17:12 PM, 5th September 2019
About 2 weeks ago

Reply to the comment left by Simon Williams at 05/09/2019 - 10:06
Apparently many overseas landlords HAVE been buying property with the intention of keeping them empty, as they have the perception that they will remain "pristine" and hold their value better than a "used" property. Hence the actions by Councils to penalise such Landlords with increased Council Tax. However, the effectiveness of this Council strategy is debatable.

Dr Rosalind Beck

17:40 PM, 5th September 2019
About 2 weeks ago

I critiqued the CPS and Onward policy suggestions when they came out:

https://www.conservativehome.com/platform/2018/10/rosalind-beck-why-the-cps-and-onwards-plans-for-housing-sales-to-private-tenants-are-wrong.html

They were pretty stupid and very unfair but McDonnell's idea is on another scale. It is to steal other people's property and give it to the lucky few. If this came near to being policy we would have to vigorously defend our interests and assets in the courts.

Annie Landlord

17:44 PM, 5th September 2019
About 2 weeks ago

I doubt anyone has conducted any research to determine how many existing PRS tenants would actually be in a position to buy their rented property. Many tenants require flexibility and need to upsticks and move due to job offers elsewhere in the country. Other are students or overseas workers similarly needing flexibility. The families reliant on welfare benefits are very unlikely to meet mortgage criteria. So who would actually benefit from this policy? Its yet another soundbite, full of sound and fury, signifying nothing

Dr Rosalind Beck

17:53 PM, 5th September 2019
About 2 weeks ago

Reply to the comment left by Annie Landlord at 05/09/2019 - 17:44
I did do a straw poll on this, which I reported on in my conhome article. I did that because I believe that there isn't any research on it. According to landlords I asked about 2% of their tenants in situ were in a position to buy. This may not be that reliable but neither would self-reports by tenants be that accurate - they may believe they could or couldn't buy and be wrong on either count.
I'd say the figure of 2% though is about right for my portfolio. The figures are likely to be miniscule working to the CPS and Onward policies.
However, if they were gifted the equity in the property - i.e. if our asset was stolen from us, possibly even leaving us with no asset and a debt on the property - then maybe more tenants would be inclined to try to buy.

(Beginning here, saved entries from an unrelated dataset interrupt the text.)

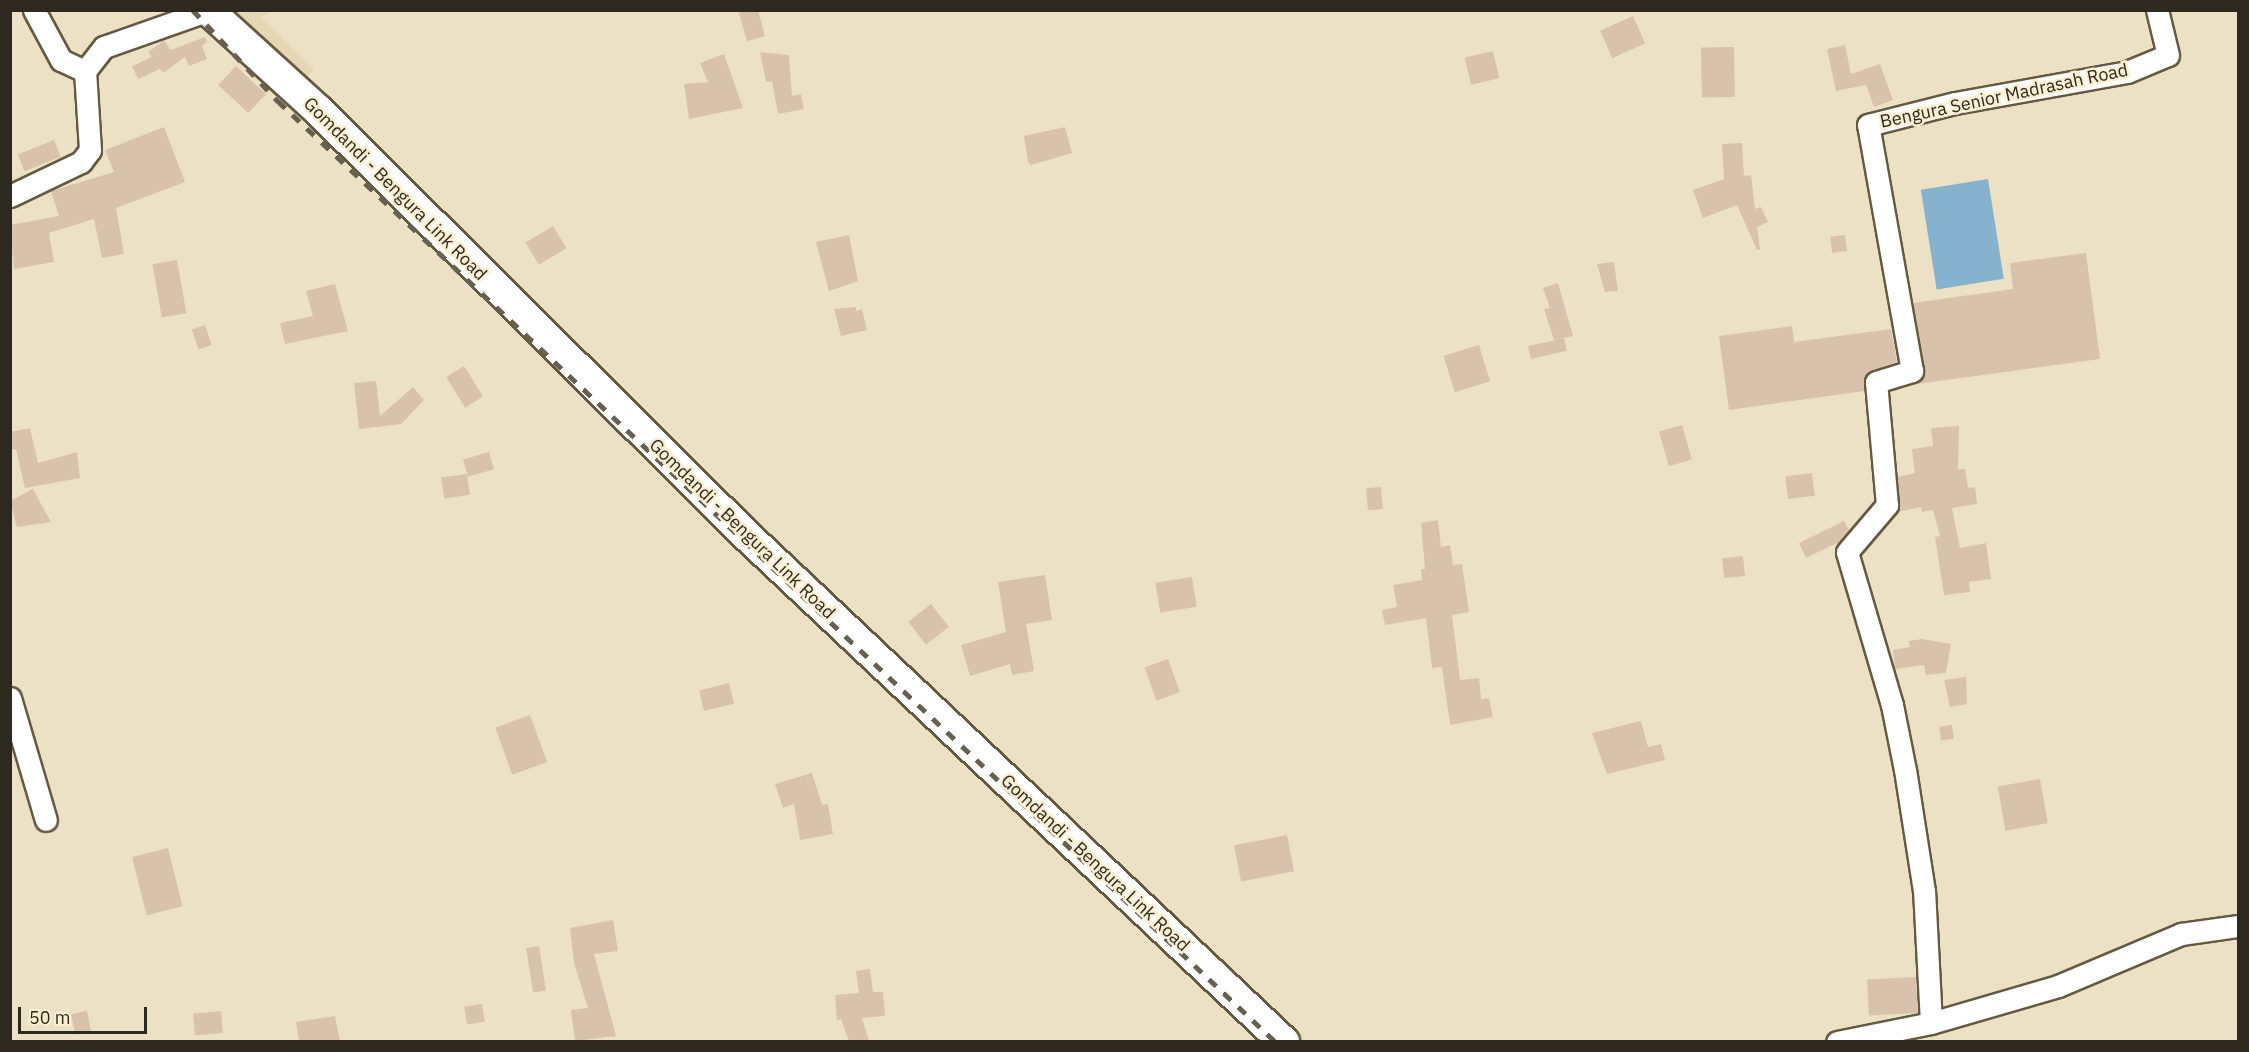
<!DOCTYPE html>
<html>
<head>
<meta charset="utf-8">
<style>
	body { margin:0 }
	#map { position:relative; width:2249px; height:1052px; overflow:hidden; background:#ede1c5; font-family:"IBM Plex Sans",sans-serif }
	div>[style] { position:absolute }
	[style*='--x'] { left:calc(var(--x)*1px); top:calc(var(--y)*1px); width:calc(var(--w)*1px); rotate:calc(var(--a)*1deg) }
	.built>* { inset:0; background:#e5d7b4 }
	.water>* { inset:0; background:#87b2cd; transform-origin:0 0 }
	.building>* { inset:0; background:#d9c2ac; transform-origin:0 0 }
	.roads { filter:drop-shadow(2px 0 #645a42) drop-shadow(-2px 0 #645a42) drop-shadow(0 2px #645a42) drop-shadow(0 -2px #645a42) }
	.street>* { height:21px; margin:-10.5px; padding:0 10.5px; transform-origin:10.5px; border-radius:10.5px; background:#fff }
	.secondary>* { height:30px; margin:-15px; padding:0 15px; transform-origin:15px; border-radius:15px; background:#fff }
	.rail>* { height:4.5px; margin-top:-2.25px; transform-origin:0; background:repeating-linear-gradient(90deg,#676050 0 10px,transparent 0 20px) }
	span { translate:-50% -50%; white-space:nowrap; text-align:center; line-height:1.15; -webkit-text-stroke:5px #faefd2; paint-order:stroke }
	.street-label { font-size:18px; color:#2d291e }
	.frame { position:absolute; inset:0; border:12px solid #2d291e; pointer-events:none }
	.scale { position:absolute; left:18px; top:1007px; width:129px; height:27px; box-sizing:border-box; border:3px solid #2d291e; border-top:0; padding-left:8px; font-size:18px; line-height:21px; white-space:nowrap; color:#2d291e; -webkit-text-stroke:4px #faefd2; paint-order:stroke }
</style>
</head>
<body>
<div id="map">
	<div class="built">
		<i style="clip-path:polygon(220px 11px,273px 11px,260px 17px,314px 69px,302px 84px)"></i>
	</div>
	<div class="water">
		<i style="left:1988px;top:179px;width:101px;height:68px;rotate:81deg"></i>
	</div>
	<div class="building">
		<i style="clip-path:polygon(738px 10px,758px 10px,765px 36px,747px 41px)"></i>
		<i style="left:1633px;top:16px;width:30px;height:36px;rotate:66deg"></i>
		<i style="clip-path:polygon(205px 37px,207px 42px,202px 46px,207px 59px,189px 66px,185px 57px,163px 73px,160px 69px,138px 79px,132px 66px,152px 57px,148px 52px,164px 41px,171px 50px)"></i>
		<i style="clip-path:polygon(1845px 45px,1851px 74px,1880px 64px,1893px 100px,1874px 107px,1866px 85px,1836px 91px,1827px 49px)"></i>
		<i style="left:1734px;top:47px;width:50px;height:33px;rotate:89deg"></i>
		<i style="left:1493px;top:51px;width:28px;height:29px;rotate:77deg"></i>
		<i style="clip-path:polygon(760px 52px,789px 55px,792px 96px,801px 94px,804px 109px,778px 114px,772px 81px,766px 82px)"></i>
		<i style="clip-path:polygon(724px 54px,743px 108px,689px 119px,684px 84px,708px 82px,700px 63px)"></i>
		<i style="left:236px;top:66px;width:41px;height:26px;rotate:43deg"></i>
		<i style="clip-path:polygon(164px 127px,185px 182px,116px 208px,124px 254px,102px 258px,94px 219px,49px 233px,54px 262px,14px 269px,10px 225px,59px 216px,51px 191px,114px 172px,105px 150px)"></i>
		<i style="clip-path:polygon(1065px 127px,1072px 153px,1031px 165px,1028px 162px,1024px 136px)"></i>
		<i style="left:54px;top:140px;width:18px;height:39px;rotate:68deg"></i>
		<i style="clip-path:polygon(1742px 143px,1744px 176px,1751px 175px,1755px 209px,1761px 207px,1768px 222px,1757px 227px,1760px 249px,1757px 250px,1737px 205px,1703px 218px,1693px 190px,1724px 179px,1722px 144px)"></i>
		<i style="left:553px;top:226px;width:26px;height:32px;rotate:59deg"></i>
		<i style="clip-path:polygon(849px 235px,858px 281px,829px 291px,816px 242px)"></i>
		<i style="left:1845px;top:235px;width:16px;height:15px;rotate:83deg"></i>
		<i style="clip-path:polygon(2086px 253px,2100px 359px,1910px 385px,1921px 380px,1925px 369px,1913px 303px,2013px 289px,2010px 263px)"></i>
		<i style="left:177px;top:260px;width:54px;height:25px;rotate:80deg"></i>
		<i style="clip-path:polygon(1614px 262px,1618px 291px,1605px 292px,1597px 264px)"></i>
		<i style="clip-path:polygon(1558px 283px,1573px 336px,1554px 340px,1544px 309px,1550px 308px,1543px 288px)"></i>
		<i style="clip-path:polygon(335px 284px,348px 331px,285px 344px,280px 323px,313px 316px,306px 291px)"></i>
		<i style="clip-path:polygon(856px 307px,856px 311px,862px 309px,867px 330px,841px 336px,834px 309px)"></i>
		<i style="left:205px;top:325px;width:21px;height:14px;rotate:71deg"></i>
		<i style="clip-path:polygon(1792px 326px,1794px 342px,1891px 329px,1897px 362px,1868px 372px,1864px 391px,1729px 410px,1719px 336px)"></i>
		<i style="left:1564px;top:338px;width:13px;height:37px;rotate:77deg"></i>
		<i style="left:1479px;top:345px;width:38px;height:37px;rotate:73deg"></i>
		<i style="left:464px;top:366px;width:36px;height:21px;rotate:58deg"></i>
		<i style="clip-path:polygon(376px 381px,380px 416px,413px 387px,424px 400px,401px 424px,359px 429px,354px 383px)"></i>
		<i style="left:1682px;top:425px;width:36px;height:24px;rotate:74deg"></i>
		<i style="clip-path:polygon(1959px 426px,1958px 469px,1965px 469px,1968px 488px,1975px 487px,1977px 504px,1952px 508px,1960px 548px,1986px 543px,1991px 579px,1969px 582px,1970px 592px,1944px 595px,1935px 537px,1940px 536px,1933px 510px,1922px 512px,1921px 507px,1897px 512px,1897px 477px,1915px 473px,1912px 449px,1933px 446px,1931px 428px)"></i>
		<i style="clip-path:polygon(30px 428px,38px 463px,77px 452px,80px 478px,25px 488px,16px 449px,10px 450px,10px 432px)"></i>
		<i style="left:489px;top:452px;width:18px;height:27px;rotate:74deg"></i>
		<i style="left:1812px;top:473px;width:23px;height:27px;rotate:83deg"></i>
		<i style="left:467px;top:474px;width:21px;height:26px;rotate:82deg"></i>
		<i style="left:1381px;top:487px;width:22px;height:15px;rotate:85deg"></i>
		<i style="clip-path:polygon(33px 489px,51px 522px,17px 527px,10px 501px)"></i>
		<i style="clip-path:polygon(1438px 520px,1441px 547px,1450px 545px,1453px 565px,1462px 564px,1469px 612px,1452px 615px,1460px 680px,1479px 678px,1481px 699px,1489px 698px,1493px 717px,1450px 725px,1442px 667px,1432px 668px,1426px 618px,1385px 625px,1382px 610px,1397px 607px,1393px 585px,1422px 580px,1421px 569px,1425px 569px,1421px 523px)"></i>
		<i style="clip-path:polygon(1844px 521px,1849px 530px,1839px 542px,1806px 558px,1799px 543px)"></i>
		<i style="left:1743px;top:556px;width:20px;height:21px;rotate:84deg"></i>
		<i style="clip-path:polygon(1045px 575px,1052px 620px,1026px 624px,1034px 671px,1012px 675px,1010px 664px,970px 676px,961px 645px,1006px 632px,998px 582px)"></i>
		<i style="left:1192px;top:577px;width:30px;height:37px;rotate:81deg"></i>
		<i style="left:931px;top:604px;width:29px;height:29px;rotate:52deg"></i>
		<i style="clip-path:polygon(1922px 639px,1951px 644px,1946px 673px,1926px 675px,1924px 665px,1895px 669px,1893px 650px,1910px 647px,1909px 641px)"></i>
		<i style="left:1168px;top:659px;width:35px;height:25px;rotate:70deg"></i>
		<i style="clip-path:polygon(1966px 677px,1967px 704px,1950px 707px,1944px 680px)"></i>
		<i style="left:729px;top:683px;width:21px;height:31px;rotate:76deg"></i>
		<i style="left:530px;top:715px;width:50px;height:37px;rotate:70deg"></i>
		<i style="clip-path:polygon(1641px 721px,1648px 747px,1661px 744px,1665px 760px,1607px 774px,1592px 733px)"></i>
		<i style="left:1952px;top:725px;width:14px;height:13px;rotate:82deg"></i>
		<i style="clip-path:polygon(812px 773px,822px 805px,828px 804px,833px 834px,800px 840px,794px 804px,783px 808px,775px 784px)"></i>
		<i style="left:2040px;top:779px;width:45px;height:43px;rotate:80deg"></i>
		<i style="left:1287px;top:835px;width:37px;height:54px;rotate:79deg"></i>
		<i style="left:168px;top:848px;width:60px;height:37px;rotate:76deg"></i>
		<i style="clip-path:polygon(613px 920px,618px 951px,594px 954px,616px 1036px,575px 1041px,571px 1010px,588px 1008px,574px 963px,570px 928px)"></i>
		<i style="left:539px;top:946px;width:45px;height:13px;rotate:81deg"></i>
		<i style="clip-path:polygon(870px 969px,873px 992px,883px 992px,885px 1016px,862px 1018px,869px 1041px,849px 1041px,841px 1019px,837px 1020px,835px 995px,859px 993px,856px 971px)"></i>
		<i style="left:1916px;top:977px;width:36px;height:49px;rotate:87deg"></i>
		<i style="left:482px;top:1004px;width:18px;height:18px;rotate:81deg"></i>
		<i style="left:87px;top:1011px;width:21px;height:16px;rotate:79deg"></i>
		<i style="left:221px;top:1011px;width:22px;height:28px;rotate:85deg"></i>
		<i style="clip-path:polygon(335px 1016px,340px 1041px,299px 1041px,296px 1022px)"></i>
	</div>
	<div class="roads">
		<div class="street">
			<i style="--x:34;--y:10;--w:57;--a:61.6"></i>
			<i style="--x:61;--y:60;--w:26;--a:25"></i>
			<i style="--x:10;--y:196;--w:79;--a:-25.6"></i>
			<i style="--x:81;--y:162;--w:15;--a:-53"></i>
			<i style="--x:90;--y:150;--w:79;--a:-93.6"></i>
			<i style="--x:85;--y:71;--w:31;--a:-52"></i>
			<i style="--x:104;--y:47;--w:108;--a:-19.4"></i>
			<i style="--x:10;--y:698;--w:127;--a:73.6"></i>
			<i style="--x:1931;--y:1023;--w:132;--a:-16.2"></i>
			<i style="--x:2058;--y:986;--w:134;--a:-22.9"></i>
			<i style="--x:2181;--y:934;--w:58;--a:-8"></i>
			<i style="--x:1837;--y:1042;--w:96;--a:-11.4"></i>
			<i style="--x:1931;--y:1023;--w:132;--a:-93"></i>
			<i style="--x:1924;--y:891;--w:122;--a:-98.9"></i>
			<i style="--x:1905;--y:770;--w:66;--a:-101.3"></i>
			<i style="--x:1892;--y:705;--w:159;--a:-106.4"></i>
			<i style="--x:1847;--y:552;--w:62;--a:-49.6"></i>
			<i style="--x:1887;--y:505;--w:123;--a:-95.1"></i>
			<i style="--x:1876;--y:382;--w:38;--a:-17"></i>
			<i style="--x:1912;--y:371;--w:250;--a:-100.1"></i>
			<i style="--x:1868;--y:125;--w:90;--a:-14.2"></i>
			<i style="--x:1955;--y:103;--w:175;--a:-10.2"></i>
			<i style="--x:2127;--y:72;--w:44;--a:-22.5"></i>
			<i style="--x:2168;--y:55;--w:46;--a:-103.7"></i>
		</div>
		<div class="secondary">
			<i style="--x:208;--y:10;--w:150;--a:42.3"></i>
			<i style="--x:319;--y:111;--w:600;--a:44.8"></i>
			<i style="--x:745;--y:534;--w:741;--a:43.3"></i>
		</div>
	</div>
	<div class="rail">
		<i style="--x:193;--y:10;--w:125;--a:47"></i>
		<i style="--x:278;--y:101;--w:1372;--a:43.32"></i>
	</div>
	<div class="street-label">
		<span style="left:2004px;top:96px;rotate:-12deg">Bengura Senior Madrasah Road</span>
		<span style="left:395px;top:189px;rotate:45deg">Gomdandi - Bengura Link Road</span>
		<span style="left:742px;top:529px;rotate:44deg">Gomdandi - Bengura Link Road</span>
		<span style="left:1095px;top:863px;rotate:43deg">Gomdandi - Bengura Link Road</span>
	</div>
	<div class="frame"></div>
	<div class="scale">50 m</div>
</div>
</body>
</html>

There would still be the issue of them getting mortgages. I wonder how McDonnell would get around that? Force lenders to lend to people who don't meet their criteria? Set up a state bank to provide mortgages to those who otherwise couldn't get them? Sounds like the sub-prime loans which kicked off the recession.

Annie Landlord

18:16 PM, 5th September 2019
About 2 weeks ago

Reply to the comment left by Dr Rosalind Beck at 05/09/2019 - 17:53
As you say only a small scale survey but no-one else has bothered to conduct any research. This is just a hastily cobbled together 'policy' to try to appeal to a wide range of people in readiness for a General Election. It's also interesting that Labour would come up with a policy to increase the number of owner occupiers - a cohort more likely to support the Conservatives. Maybe he thinks the new owners would be forever grateful and carry on voting Labour!

Denise G

19:24 PM, 5th September 2019
About 2 weeks ago

Reply to the comment left by JJ at 05/09/2019 - 11:24And if you start out in life thinking you're going to work hard and one day, finally own your home, perhaps after several decades of work paying off a mortgage, it's not a particularly smart message for a party to be saying, "...after you've done all those decades of work we're going to take all that off you anyway."
That is already EXACTLY where my (life time Tory voter) f-i-l, who is unfortunate enough in his last years to need to reside in a high dependency care home, finds himself!
He has been obliged to sell the home, which he spent his entire working life paying for, to fund his care - which is costing him a little over a grand a week.
His is not a unique case - I hear almost on a daily basis of friends whose parents find themselves in the same position.
My f-i-l wonders why he bothered!

Binks

20:45 PM, 5th September 2019
About 2 weeks ago

Reply to the comment left by Dr Rosalind Beck at 05/09/2019 - 17:53
I’d be bad for your statistics then as all of our tenants could afford to buy our flats. My husband and I have 5 high-end flats in an area of very average standard rentals - all of our tenants are doctors, army officers and professionals who rent for career flexibility. To add to that, all of our capital gains have been through hard work and a lot of risk taken - we bought a near dilapidated townhouse and spent 18 months making it into our beautiful flats. We had scary bridging loans, sleepless nights, 7 day weeks. Clearly gains that need to be shared with others according to Labour... we’ve just put our first flat on the market. Had enough.

Dylan Morris

20:57 PM, 5th September 2019
About 2 weeks ago

Most tenants I guess aren’t currently able to purchase their home, but give them say a 50% discount on the price (in some cases I believe even 70% under current RTB legislation) and suddenly a very large number of them WILL be in a position to buy. Add in the “too good to miss” opportunity of making a large capital gain by selling after 5 years with no repayment of discount and overnight massive numbers of tenants are going to be very interested indeed !!
In most cases landlords will lose all, or most of, the deposit they put down to buy the property and this is nothing but legalised theft.

Dr Rosalind Beck

21:17 PM, 5th September 2019
About 2 weeks ago

Reply to the comment left by Dylan Morris at 05/09/2019 - 20:57
Yes, very good point about them being able to later sell on and cash in the money which was rightfully the landlord's.